Comment by xg15

6 months ago

The implication of this is that there are also "roundtrip-unsafe" characters, i.e. flip_case(flip_case(x)) != x, right?

Not sure I wanted to know...

A standard example here is the Turkish dotless I, which yields "ı" → "I" → "i" with most case-conversion libraries.

  • It feels like unifying it with the ASCII i is the mistake here. There should have just been 4 turkish characters in 2 pairs, rather than trying to reuse I/i

    It's not like we insist Α (Greek) is the same as A (Latin) or А (Cyrillic) just because they're visually identical.

    • But even with separate characters, you aren't safe because the ASCII "unification" isn't just Unicode's fault to begin with, in some cases it is historic/cultural in its own ways: German ß has distinct upper and lower case forms, but also has a complicated history of sometimes, depending on locale, the upper case form is "SS" rather than the upper-case form of ß. In many of those same locales the lower-case form of "SS" is "ss", not ß. It doesn't even try to round-trip, and that's sort of intentional/cultural.

      1 reply →

    • This stems from the earlier Turkish 8-bit character sets like IBM code page 857, which Unicode was designed to be roundtrip-compatible with.

      Aside from that, it‘s unlikely that authors writing both Turkish and non-Turkish words would properly switch their input method or language setting between both, so they would get mixed up in practice anyway.

      There is no escape from knowing (or best-guessing) which language you are performing transformations on, or else just leave the text as-is.

  • So, uh, is this actually desirable per the Turkish language? Or is it more-or-less a bug?

    I'm having trouble imagining a scenario where you wouldn't want uppercase and lowercase to map 1-to-1, unless the entire concept of "uppercase" and "lowercase" means something very different in that language, in which case maybe we shouldn't be calling them by those terms at all.

I know Halloween was yesterday but let's discover this horror together with some terrifying Python[1]! Turns out, yep.

For upper → lower → upper we have:

Ω ω Ω

İ i̇ İ

K k K

Å å Å

ẞ ß SS

ϴ θ Θ

For lower → upper → lower there are a lot more.

1. https://gist.github.com/rendello/4d8266b7c52bf0e98eab2073b38...

  • This is really cool! Thanks a lot for the effort!

    But yeah, I got the idea from GP's "ff" example, but I'm kinda shocked there are so many.

Indeed, the parent already gives one: flip_case(flip_case("ff")) = "ff". (Since it's hard to tell with what I guess is default ligature formation, at least in my browser, the first is an 'ff' ligature and the second is two 'f's.)

> Not sure I wanted to know...

Oh that's Unicode for you. It's not that they're "roundtrip unsafe", it's just that Unicode is a total and complete clusterfuck.

Bruce Schneier in 2000 on Unicode security risks:

https://www.schneier.com/crypto-gram/archives/2000/0715.html...

Of course the attacks he envisioned materialized, like homoglyph attacks using internationalized domain names.

My favorite line from Schneier: "Unicode is just too complex to ever be secure".

And, no matter if you love Unicode or not, there's lots of wisdom in there.

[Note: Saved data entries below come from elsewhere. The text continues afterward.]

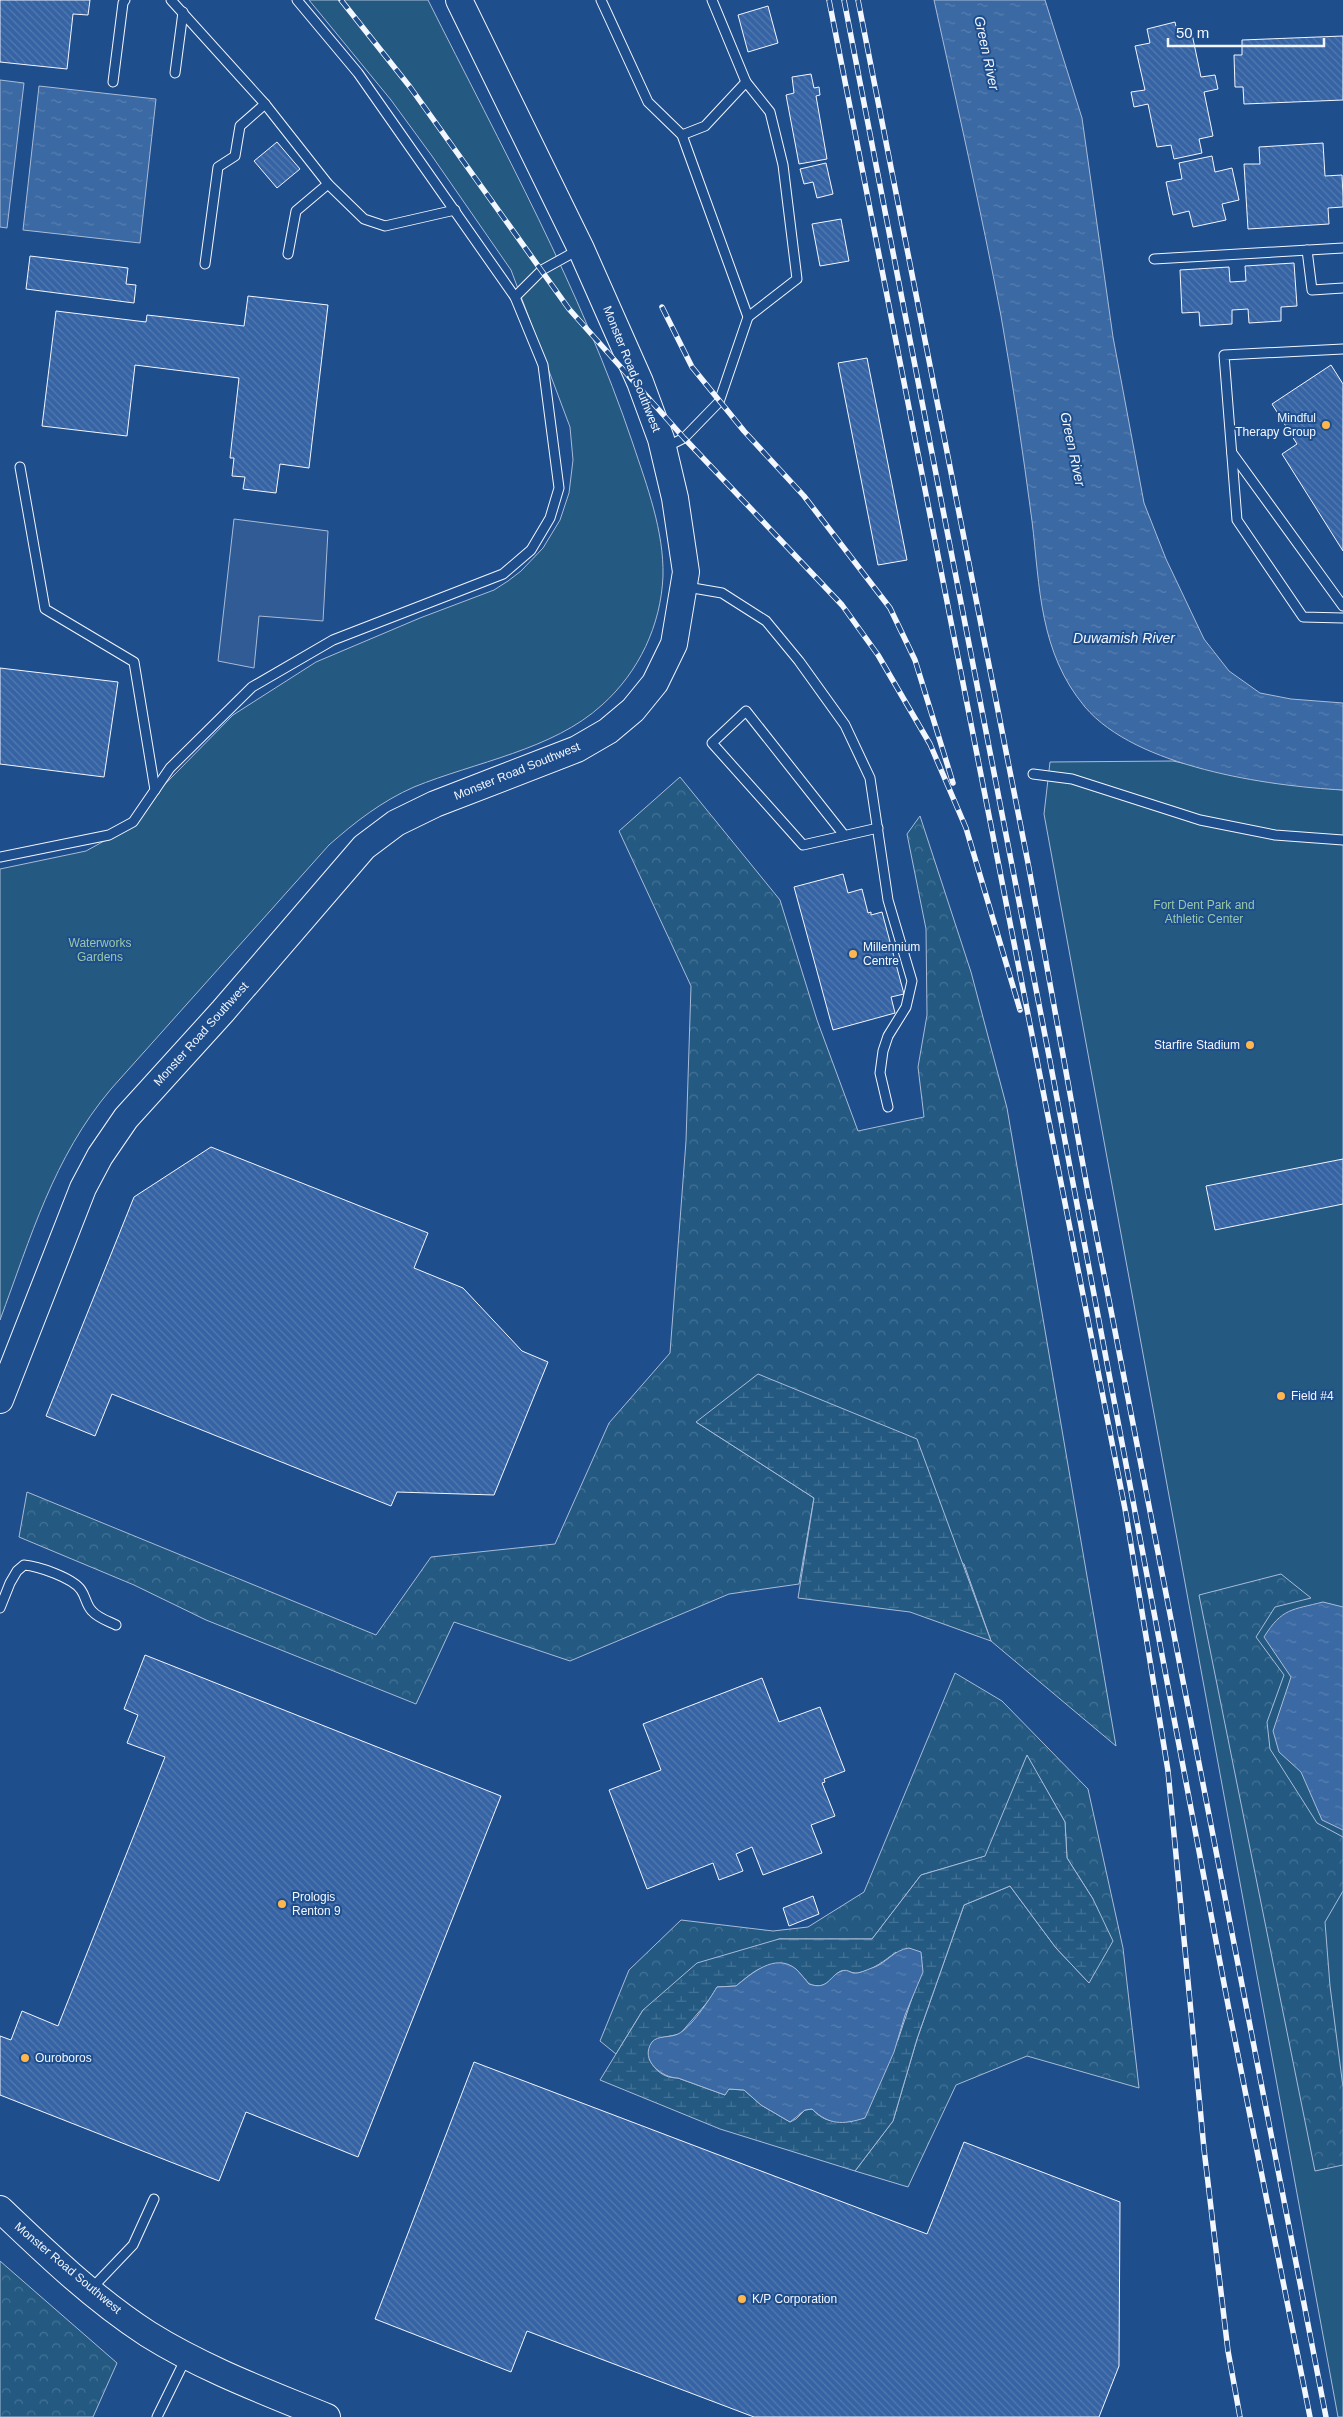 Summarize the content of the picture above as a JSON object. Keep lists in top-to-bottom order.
{
  "streets": {
    "street": ["Monster Road Southwest"]
  },
  "water": ["Green River", "Duwamish River"],
  "parks": ["Fort Dent Park and Athletic Center", "Waterworks Gardens"],
  "places": [
    "Mindful Therapy Group",
    "Millennium Centre",
    "Starfire Stadium",
    "Field #4",
    "Prologis Renton 9",
    "Ouroboros",
    "K/P Corporation"
  ],
  "scale_bar": "50 m"
}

When design-by-committee gives birth to something way too complex, insecurity is never far behind.

  • If you tried to come up with a “lightweight” Unicode alternative it would almost certainly evolve right back into the clusterfuck that Unicode is. In fact the odds would mean it would probably be even worse.

    Unicode is complex because capturing all the worlds writing systems into a single system is categorically complex. Because human meatspace language is complex.

    And even then if you decided to “rewrite the worlds language systems themselves” to conform to a simpler system it too would eventually evolve right back into the clusterfuck that is the worlds languages.

    It’s inescapable. You cannot possibly corral however many billion people live on this planet into something less complex. Humans are too complex and the ideas and emotions they need to express are too complex.

    The fact that Unicode does as good of a job as it does and has stuck around for so long is a pretty big testament to how well designed and versatile it is! What came before it was at least an order of magnitude worse and whatever replaces it will have to be several orders of magnitude better.

    Whatever drives a Unicode replacement would have to demonstrate a huge upset to how we do things… like having to communicate with intelligent life on other planets or something and even then they probably have just as big of a cluster fuck as Unicode to represent whatever their writing system is. And even then Unicode might be able to support it!

  • > it's just that Unicode is a total and complete clusterfuck

    [...]

    > When design-by-committee gives birth to something way too complex, insecurity is never far behind.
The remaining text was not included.